WHAT TO PRODUCE:
Lines from the listing that hold the string "halo" are what you should return.

INFORMATION SUPPLIED:
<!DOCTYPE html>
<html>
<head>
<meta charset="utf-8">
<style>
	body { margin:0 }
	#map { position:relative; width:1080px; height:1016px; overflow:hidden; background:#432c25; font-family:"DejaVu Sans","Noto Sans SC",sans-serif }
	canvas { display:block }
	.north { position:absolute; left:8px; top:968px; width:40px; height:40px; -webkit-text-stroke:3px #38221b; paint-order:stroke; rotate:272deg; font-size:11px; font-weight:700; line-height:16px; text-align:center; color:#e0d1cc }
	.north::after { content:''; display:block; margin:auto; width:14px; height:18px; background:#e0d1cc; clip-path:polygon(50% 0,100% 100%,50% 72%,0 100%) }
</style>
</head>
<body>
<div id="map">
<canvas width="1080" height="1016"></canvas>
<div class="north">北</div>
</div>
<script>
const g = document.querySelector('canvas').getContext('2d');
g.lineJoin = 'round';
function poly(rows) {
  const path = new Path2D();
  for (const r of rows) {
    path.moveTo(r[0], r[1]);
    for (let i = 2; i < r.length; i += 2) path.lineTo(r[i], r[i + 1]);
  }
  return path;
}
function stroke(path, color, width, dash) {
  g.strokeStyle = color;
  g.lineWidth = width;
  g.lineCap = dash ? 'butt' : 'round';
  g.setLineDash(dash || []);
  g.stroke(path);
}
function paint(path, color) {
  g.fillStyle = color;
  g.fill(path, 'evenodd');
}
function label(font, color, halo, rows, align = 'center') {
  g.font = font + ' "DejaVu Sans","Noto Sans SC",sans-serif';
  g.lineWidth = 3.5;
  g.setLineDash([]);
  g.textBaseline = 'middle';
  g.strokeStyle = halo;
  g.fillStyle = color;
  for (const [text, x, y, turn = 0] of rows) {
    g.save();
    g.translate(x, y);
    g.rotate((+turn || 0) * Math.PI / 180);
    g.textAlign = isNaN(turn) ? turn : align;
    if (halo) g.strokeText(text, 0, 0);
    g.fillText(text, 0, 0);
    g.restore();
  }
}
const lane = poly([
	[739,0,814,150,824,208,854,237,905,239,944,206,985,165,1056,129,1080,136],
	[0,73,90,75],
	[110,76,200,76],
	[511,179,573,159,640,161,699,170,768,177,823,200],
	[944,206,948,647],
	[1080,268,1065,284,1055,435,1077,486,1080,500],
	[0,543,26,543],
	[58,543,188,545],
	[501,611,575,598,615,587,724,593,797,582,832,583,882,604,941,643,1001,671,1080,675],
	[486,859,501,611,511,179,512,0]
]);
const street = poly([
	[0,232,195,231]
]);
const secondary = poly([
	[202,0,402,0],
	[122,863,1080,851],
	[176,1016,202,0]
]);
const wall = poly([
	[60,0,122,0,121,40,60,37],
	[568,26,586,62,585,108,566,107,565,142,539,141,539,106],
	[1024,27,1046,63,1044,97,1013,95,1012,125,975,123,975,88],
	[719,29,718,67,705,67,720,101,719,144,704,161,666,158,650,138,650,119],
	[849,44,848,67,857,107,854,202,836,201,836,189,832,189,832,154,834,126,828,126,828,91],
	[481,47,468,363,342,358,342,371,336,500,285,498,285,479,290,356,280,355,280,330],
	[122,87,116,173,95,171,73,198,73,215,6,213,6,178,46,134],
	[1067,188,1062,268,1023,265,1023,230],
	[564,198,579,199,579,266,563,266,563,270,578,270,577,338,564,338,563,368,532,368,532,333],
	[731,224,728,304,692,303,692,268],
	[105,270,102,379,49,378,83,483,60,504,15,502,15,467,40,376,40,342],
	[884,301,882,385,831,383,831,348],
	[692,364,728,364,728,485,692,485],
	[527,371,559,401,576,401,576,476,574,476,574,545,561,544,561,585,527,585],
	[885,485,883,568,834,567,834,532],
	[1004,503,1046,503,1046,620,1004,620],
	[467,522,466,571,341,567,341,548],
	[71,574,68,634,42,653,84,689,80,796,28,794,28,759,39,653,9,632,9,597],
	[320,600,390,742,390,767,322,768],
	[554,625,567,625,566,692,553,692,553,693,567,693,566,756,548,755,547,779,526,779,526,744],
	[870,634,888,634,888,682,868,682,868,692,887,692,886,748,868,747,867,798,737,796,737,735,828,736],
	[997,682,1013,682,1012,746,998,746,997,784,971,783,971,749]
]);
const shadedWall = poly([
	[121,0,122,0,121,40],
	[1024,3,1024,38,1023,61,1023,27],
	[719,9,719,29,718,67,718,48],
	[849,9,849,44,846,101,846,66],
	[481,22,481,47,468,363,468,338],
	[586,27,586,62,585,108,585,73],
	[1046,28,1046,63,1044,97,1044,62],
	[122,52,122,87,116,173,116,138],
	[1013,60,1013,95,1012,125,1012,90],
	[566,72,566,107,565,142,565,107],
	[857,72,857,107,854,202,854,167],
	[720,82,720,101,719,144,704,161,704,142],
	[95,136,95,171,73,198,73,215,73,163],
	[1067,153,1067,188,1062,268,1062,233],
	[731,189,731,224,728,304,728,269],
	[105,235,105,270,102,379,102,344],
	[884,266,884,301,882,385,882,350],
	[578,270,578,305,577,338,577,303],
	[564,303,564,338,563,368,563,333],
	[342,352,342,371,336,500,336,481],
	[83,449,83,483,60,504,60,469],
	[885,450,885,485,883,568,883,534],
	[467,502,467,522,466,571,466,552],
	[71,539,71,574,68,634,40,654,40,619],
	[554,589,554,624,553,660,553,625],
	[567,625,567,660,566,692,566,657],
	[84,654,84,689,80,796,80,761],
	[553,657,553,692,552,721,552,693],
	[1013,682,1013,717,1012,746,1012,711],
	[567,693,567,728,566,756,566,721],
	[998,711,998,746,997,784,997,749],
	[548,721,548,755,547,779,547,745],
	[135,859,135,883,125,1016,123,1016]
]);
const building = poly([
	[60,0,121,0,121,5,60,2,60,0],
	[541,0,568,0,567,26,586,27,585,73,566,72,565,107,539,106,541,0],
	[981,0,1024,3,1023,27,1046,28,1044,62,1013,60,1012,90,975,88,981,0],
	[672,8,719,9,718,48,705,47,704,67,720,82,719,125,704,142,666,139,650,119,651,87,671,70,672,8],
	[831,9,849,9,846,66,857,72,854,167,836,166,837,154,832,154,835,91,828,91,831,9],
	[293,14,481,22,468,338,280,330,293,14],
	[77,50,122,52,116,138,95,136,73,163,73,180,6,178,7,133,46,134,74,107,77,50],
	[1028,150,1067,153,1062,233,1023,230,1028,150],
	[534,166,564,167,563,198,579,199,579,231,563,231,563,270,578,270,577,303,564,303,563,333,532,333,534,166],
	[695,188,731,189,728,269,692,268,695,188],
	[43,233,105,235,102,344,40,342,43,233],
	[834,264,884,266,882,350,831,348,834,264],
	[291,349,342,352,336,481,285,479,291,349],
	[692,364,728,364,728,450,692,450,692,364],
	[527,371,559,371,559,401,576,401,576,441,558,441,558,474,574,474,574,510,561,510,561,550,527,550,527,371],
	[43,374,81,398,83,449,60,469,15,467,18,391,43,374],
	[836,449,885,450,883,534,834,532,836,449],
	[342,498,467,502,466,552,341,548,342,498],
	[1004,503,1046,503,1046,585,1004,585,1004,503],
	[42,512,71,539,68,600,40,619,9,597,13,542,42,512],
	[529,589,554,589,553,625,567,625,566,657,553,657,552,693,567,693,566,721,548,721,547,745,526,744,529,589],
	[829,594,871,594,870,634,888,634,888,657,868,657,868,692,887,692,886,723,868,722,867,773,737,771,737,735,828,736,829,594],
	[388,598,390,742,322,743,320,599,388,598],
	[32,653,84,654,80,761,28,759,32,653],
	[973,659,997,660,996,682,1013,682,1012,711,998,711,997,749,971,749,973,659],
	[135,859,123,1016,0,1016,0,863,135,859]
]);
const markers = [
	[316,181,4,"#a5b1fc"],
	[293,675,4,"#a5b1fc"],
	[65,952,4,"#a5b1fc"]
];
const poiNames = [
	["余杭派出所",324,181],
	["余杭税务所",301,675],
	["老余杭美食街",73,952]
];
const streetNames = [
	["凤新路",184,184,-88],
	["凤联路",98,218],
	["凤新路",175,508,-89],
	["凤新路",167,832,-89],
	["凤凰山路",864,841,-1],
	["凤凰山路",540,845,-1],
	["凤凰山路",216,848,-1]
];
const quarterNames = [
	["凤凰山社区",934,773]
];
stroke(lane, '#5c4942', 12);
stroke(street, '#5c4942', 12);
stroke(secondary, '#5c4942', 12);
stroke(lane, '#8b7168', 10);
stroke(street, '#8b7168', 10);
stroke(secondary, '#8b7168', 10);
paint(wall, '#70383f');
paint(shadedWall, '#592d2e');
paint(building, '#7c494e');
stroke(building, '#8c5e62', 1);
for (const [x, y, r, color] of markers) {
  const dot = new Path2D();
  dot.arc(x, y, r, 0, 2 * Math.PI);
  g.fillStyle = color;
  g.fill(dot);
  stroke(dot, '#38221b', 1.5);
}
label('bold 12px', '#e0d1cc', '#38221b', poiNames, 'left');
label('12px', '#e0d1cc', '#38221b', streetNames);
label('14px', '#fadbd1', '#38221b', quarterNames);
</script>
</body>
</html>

ANSWER TO THIS EXERCISE:
function label(font, color, halo, rows, align = 'center') {
  g.strokeStyle = halo;
    if (halo) g.strokeText(text, 0, 0);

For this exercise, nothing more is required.